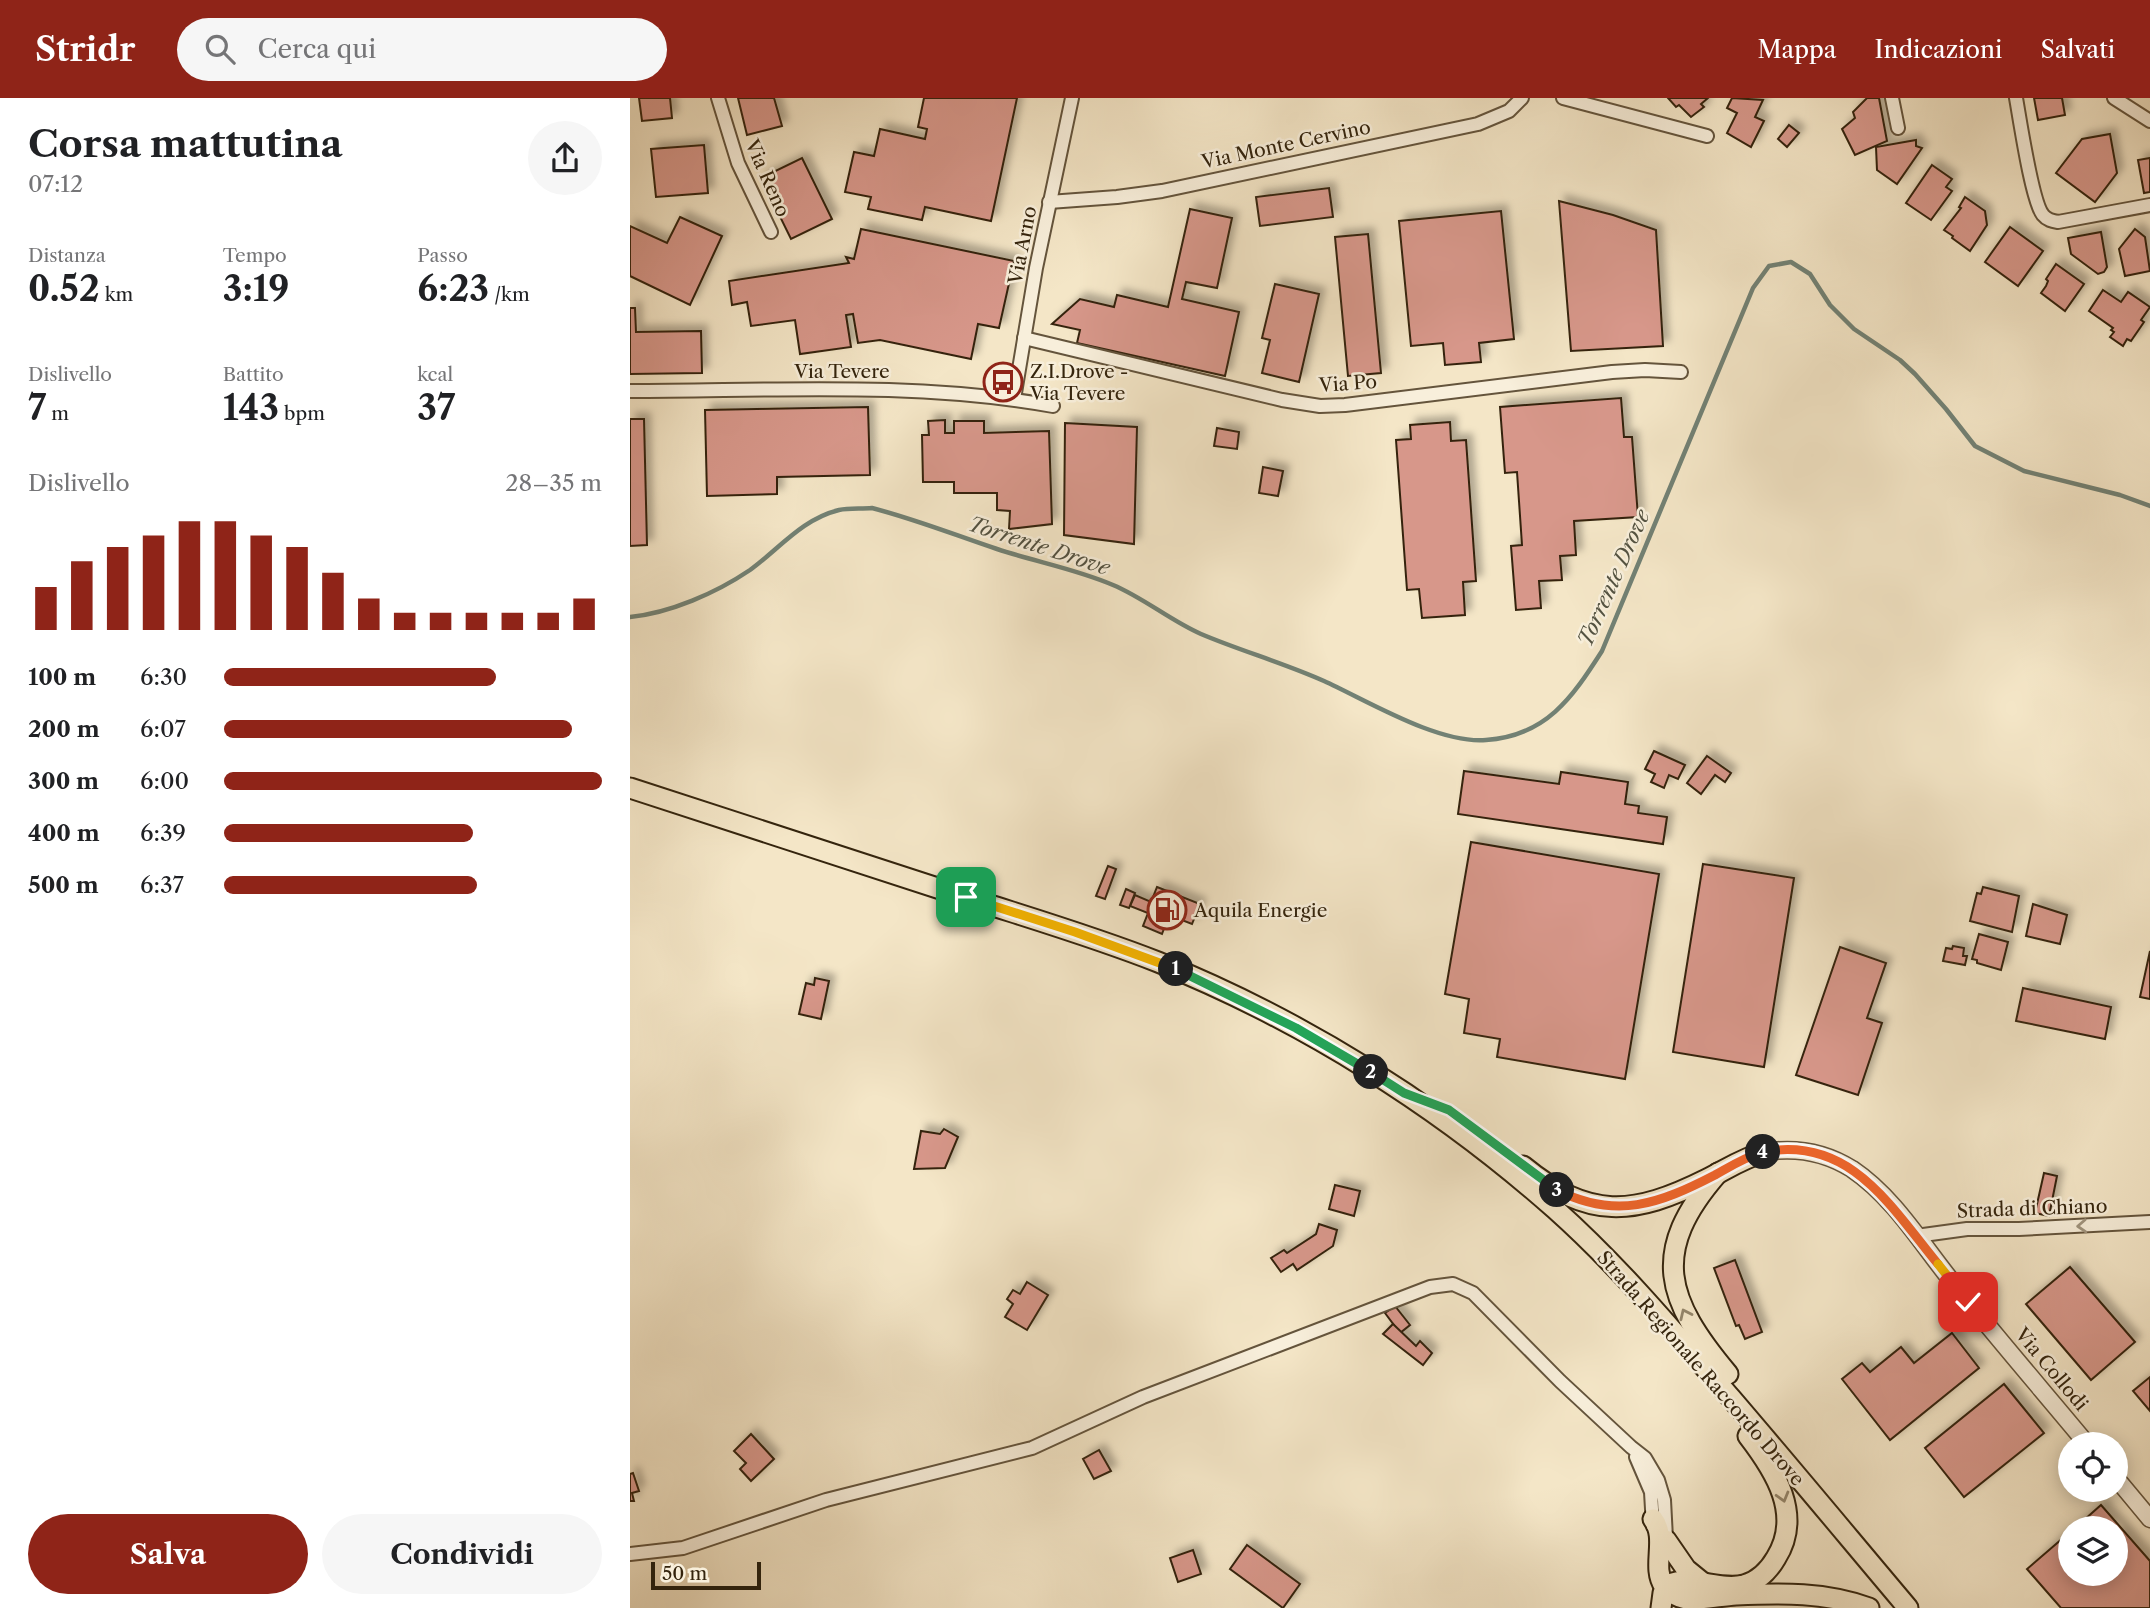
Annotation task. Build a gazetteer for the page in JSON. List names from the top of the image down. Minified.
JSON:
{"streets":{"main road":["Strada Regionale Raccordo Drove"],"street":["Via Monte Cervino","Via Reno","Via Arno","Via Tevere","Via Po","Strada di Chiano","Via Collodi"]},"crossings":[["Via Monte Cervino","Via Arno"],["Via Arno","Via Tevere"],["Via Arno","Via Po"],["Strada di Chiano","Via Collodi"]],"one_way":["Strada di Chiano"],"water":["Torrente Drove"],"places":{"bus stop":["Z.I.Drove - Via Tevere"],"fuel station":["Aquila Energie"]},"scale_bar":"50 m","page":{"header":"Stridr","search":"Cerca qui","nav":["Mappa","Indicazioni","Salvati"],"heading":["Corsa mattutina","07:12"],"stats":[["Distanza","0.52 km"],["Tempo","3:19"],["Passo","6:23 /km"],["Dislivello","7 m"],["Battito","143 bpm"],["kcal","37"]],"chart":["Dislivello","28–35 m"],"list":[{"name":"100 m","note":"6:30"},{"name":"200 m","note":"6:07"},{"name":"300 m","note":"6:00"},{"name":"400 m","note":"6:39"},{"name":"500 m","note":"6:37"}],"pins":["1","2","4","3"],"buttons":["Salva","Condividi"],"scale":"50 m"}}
==
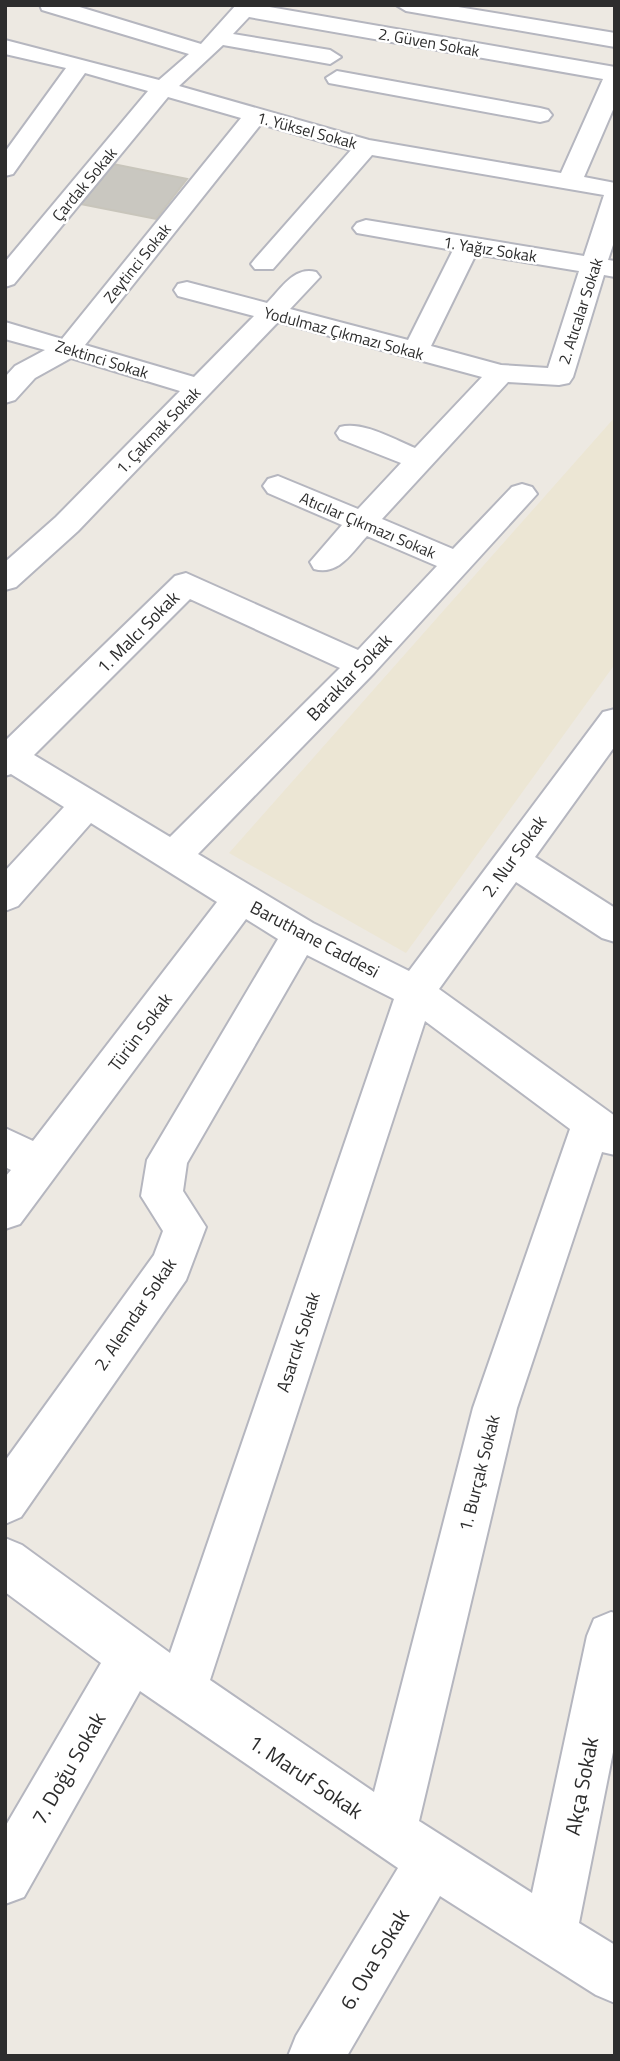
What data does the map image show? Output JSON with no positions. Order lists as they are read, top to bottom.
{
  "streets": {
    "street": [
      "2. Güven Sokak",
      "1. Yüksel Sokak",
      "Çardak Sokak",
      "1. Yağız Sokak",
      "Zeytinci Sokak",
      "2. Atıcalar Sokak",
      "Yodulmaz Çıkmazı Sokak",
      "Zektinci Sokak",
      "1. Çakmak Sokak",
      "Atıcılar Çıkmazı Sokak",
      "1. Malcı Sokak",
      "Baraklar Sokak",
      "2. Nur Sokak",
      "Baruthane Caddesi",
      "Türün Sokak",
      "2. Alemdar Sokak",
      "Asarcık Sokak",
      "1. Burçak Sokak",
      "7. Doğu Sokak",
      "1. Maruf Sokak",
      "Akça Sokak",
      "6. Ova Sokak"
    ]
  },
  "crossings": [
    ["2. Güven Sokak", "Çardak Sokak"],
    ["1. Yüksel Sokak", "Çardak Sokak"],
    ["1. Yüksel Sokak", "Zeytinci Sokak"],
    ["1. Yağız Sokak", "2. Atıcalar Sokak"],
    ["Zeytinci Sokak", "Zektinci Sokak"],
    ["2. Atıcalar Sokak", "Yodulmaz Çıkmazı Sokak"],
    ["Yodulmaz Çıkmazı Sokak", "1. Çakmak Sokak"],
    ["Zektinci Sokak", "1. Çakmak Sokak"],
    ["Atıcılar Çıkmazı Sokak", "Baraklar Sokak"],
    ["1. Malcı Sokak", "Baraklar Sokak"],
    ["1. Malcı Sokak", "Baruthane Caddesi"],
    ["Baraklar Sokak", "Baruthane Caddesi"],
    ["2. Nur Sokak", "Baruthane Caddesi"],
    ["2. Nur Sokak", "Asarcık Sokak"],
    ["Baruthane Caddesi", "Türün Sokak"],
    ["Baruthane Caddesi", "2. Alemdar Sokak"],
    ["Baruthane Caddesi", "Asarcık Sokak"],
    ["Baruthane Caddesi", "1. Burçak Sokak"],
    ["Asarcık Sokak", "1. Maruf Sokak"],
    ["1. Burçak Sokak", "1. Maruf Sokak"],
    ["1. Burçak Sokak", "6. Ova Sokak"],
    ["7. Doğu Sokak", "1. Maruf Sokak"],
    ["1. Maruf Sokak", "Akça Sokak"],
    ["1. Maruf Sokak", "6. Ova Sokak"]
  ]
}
--
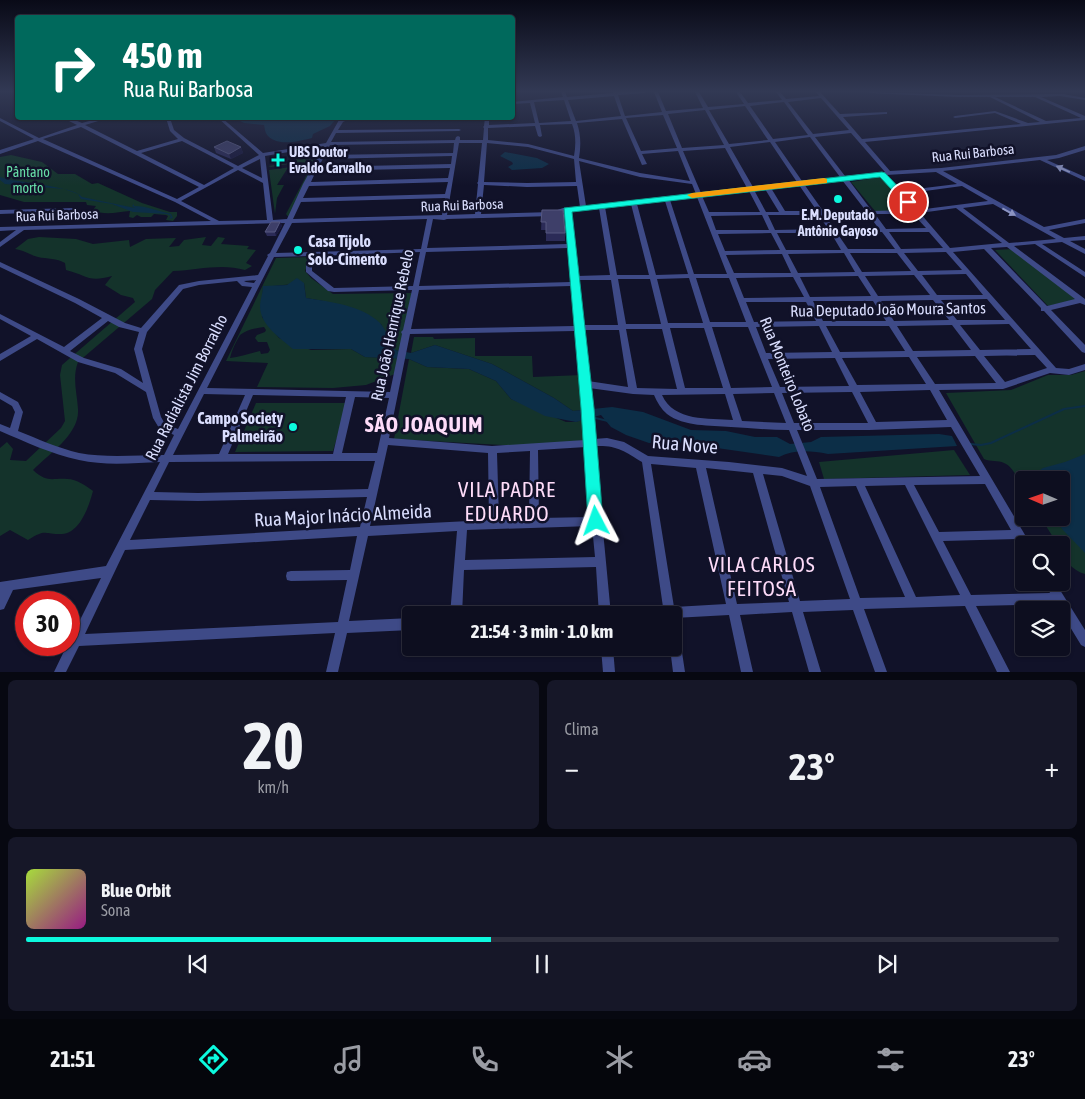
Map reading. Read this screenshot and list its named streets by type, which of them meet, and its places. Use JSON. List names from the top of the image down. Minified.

:: EXERCISE BRIEF ::
Scan the records for the string "names". Copy each line in which it appears.

:: SOLUTION FOR THIS EXERCISE ::
Annotation task. Build a gazetteer for the page in JSON. List names from the top of the image down. Minified.
Map reading. Read this screenshot and list its named streets by type, which of them meet, and its places. Use JSON. List names from the top of the image down. Minified.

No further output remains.